In summary, current liabilities = cash, and the firm is in heavy investment mode. Tesla could use the flexibility provided by having more cash. In principle, Tesla could sell equity or debt. However, it already has about $2 Bn in long-term debt.
==> My prediction is that Tesla will announce significant secondary equity offering. If it were my company, I would raise at least $2 Billion.
If Tesla does sell a lot more stock in an Secondary Equity Offering (SEO), would that be good or bad?

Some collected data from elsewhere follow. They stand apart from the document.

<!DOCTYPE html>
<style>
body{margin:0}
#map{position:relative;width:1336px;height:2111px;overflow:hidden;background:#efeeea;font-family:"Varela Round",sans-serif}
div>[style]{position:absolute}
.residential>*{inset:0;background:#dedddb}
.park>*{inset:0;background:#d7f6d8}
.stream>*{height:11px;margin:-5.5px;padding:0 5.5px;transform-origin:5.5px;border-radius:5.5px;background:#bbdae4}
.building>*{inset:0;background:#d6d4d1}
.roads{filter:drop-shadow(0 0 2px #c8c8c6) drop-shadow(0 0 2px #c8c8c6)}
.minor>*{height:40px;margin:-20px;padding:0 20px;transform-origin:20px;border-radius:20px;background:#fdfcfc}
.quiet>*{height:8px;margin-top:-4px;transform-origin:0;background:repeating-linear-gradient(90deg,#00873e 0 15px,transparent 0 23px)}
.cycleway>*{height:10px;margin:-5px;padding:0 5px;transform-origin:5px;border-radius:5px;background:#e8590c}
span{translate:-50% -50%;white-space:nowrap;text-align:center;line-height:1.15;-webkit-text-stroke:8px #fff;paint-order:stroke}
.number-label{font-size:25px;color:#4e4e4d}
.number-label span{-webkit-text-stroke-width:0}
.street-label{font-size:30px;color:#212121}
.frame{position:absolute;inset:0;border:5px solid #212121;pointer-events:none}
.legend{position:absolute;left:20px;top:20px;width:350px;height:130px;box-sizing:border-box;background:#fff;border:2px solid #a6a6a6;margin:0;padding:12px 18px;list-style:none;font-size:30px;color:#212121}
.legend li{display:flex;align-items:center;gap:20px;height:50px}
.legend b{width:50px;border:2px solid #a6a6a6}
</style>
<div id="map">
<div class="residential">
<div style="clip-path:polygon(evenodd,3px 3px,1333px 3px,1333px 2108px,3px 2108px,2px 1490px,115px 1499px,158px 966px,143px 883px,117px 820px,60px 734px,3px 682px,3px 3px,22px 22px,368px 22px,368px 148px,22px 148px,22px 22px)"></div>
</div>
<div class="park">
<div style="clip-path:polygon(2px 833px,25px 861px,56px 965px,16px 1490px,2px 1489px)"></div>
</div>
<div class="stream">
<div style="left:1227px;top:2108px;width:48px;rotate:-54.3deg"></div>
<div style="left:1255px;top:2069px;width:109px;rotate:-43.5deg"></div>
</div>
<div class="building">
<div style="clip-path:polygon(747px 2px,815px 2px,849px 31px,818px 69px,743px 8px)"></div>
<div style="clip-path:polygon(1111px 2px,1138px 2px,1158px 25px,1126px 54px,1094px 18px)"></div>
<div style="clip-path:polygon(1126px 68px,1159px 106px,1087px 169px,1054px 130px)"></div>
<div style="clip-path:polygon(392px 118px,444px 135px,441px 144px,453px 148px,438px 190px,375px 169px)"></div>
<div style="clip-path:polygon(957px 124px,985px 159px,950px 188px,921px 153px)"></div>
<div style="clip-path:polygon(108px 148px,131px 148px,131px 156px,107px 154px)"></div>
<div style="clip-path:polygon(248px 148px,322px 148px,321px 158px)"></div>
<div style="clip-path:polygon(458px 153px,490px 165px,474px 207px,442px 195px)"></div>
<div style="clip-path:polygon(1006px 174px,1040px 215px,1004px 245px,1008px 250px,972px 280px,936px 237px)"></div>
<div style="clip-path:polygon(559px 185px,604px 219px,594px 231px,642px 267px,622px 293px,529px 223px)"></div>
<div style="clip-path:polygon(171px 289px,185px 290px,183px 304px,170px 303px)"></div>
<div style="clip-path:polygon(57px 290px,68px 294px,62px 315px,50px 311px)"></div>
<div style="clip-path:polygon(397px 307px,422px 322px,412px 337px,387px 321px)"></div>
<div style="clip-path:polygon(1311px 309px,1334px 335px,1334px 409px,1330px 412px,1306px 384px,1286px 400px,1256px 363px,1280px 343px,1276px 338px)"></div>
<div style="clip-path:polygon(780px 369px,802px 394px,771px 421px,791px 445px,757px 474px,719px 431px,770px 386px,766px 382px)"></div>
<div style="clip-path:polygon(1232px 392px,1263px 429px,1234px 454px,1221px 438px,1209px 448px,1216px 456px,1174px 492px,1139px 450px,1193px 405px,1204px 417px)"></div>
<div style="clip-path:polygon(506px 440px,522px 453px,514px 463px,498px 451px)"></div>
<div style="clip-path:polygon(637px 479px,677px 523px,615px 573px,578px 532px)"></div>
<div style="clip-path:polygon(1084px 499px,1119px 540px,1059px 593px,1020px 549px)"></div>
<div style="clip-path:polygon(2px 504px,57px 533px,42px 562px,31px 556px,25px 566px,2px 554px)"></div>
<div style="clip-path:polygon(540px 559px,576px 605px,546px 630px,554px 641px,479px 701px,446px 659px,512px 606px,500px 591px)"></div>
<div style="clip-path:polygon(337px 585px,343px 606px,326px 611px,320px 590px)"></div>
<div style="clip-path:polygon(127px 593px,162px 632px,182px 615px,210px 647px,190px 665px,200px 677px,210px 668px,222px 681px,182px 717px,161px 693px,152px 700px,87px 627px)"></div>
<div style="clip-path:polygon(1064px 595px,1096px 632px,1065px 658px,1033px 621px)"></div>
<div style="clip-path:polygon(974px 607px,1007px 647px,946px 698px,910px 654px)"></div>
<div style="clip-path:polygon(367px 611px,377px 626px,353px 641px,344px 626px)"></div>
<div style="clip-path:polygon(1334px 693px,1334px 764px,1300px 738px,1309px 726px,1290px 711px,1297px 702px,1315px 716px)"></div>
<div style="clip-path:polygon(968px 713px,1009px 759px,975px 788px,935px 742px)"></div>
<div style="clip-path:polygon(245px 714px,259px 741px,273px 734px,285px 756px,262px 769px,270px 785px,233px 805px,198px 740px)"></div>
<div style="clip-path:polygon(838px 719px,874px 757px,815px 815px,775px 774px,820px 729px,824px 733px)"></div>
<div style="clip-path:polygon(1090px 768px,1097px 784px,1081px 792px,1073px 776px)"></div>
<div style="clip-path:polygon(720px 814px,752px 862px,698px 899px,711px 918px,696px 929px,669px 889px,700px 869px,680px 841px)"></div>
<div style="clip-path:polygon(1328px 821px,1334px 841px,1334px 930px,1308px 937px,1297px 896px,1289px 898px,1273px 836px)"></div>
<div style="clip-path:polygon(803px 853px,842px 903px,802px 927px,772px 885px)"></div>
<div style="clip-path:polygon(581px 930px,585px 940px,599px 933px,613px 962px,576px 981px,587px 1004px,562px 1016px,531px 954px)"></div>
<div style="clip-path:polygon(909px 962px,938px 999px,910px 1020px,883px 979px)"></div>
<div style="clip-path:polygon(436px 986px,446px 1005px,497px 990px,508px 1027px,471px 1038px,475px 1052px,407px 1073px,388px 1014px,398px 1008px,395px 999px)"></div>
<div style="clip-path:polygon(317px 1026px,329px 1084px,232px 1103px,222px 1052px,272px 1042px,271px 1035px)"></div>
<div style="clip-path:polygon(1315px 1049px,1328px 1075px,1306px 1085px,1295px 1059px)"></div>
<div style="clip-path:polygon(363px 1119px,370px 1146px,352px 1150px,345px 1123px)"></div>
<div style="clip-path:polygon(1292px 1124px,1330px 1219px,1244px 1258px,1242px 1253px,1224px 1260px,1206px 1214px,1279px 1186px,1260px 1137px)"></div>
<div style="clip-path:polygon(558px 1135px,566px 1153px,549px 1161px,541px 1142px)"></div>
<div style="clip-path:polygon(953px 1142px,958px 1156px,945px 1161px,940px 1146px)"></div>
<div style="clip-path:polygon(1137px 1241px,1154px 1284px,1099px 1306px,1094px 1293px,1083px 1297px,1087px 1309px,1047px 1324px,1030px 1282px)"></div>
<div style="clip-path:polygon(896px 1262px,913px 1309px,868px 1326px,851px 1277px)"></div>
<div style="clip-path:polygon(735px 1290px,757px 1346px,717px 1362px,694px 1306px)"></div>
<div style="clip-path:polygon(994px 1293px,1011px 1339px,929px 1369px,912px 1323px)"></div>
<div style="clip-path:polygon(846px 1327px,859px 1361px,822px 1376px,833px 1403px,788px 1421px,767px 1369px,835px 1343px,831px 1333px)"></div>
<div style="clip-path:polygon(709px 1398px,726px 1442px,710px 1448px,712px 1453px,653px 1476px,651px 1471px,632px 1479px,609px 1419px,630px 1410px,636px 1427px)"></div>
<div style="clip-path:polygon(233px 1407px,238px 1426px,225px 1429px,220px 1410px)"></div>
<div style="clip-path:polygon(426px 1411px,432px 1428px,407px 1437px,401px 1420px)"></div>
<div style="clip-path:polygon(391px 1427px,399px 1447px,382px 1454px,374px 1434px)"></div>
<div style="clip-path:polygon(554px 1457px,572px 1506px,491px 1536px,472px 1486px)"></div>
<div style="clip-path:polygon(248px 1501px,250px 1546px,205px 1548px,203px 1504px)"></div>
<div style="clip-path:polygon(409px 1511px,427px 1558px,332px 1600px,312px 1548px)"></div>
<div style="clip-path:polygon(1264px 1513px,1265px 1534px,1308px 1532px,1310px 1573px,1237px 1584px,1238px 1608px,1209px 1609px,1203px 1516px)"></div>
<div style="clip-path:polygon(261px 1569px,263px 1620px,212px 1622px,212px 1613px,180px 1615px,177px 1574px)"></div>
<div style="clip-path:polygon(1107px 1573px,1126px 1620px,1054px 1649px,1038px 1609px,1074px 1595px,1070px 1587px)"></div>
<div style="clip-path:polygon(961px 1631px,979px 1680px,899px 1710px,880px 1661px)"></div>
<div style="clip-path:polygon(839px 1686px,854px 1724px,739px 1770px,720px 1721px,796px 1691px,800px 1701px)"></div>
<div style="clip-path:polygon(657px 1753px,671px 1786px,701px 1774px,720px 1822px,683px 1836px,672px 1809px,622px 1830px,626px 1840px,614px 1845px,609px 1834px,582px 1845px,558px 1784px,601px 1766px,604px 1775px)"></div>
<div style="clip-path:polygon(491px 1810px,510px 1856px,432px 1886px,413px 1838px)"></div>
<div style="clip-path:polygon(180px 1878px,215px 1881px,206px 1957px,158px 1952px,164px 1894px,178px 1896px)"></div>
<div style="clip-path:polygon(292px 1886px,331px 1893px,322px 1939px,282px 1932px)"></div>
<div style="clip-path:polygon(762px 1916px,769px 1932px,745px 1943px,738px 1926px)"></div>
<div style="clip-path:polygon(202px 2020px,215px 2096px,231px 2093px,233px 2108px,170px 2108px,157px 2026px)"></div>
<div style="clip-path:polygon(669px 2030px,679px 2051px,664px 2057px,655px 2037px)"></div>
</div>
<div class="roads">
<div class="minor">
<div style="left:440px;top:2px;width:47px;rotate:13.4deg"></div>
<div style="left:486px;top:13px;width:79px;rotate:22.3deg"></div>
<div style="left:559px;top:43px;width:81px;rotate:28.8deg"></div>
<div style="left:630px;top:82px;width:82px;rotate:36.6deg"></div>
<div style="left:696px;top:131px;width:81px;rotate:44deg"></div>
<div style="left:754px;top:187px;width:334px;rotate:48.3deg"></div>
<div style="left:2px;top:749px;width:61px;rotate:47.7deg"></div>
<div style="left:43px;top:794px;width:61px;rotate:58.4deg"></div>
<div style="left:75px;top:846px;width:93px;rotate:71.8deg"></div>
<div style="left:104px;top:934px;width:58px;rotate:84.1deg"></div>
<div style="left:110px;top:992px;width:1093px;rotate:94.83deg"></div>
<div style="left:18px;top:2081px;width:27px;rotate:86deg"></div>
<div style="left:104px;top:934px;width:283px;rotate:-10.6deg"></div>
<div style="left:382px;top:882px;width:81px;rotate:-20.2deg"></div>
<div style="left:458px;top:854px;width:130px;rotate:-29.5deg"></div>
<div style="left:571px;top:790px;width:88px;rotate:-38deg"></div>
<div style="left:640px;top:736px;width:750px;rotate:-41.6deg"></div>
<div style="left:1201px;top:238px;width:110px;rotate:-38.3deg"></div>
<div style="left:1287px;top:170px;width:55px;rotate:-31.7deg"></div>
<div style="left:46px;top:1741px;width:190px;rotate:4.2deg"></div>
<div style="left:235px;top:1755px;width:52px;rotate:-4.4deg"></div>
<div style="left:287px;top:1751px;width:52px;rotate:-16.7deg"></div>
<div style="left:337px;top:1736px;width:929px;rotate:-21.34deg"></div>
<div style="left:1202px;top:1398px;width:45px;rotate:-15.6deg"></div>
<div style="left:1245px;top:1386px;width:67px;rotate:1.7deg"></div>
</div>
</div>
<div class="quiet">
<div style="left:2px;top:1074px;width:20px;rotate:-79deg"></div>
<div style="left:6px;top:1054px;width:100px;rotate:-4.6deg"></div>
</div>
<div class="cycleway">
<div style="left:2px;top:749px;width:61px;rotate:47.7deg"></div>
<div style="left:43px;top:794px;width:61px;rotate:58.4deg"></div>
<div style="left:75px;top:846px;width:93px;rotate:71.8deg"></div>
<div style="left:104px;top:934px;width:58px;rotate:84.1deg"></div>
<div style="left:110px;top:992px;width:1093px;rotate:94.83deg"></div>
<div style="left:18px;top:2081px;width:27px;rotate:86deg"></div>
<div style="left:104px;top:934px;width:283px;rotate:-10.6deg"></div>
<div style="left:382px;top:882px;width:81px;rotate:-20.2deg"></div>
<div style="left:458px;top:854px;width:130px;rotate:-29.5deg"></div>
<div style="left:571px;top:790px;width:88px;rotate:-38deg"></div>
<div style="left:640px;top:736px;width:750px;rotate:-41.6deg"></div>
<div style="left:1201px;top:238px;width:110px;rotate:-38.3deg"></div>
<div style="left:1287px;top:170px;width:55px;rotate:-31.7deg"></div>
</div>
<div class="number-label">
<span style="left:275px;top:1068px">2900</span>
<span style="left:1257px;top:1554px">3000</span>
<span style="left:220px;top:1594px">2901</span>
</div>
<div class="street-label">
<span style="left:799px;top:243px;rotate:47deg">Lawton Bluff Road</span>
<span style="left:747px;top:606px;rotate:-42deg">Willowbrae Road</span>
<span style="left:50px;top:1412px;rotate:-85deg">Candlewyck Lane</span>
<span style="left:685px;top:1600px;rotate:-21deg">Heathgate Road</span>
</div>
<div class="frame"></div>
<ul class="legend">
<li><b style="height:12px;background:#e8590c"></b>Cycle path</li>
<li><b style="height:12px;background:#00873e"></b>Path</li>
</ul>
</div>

From the standpoint of making great cars, selling more stock is necessary and good. To be successful, Tesla will need to invest tens of billions of dollars. Consider that Ford currently has over $50 Billion dollars of property plant & equipment as compared to Tesla's $2 bn. Furthermore, Ford has cumulative retained earnings of over $20 Bn as compared to Tesla's cumulative loss.
In summary, if Tesla is successful it will need to greatly increase its financial expenditures. It is not crazy to think that Tesla's cumulative investment over the next several decades could be $100 Bn.
How would Tesla's stock price react to an announcement of a significant SEO? If one thought of selling stock as similar to selling a physical good, then to sell more, the price would have to drop. However, stocks are different from other items. If the stock sale is good for Tesla, perhaps the stock price would rise upon the announcement and completion of an SEO.
Finally, to the extent that additional stock sales are highly likely, it may already be reflected in the current price ($184.18). The efficient markets hypothesis has been under attack for decades. Nevertheless, its prediction that $100 are not easy to find in financial market remains true.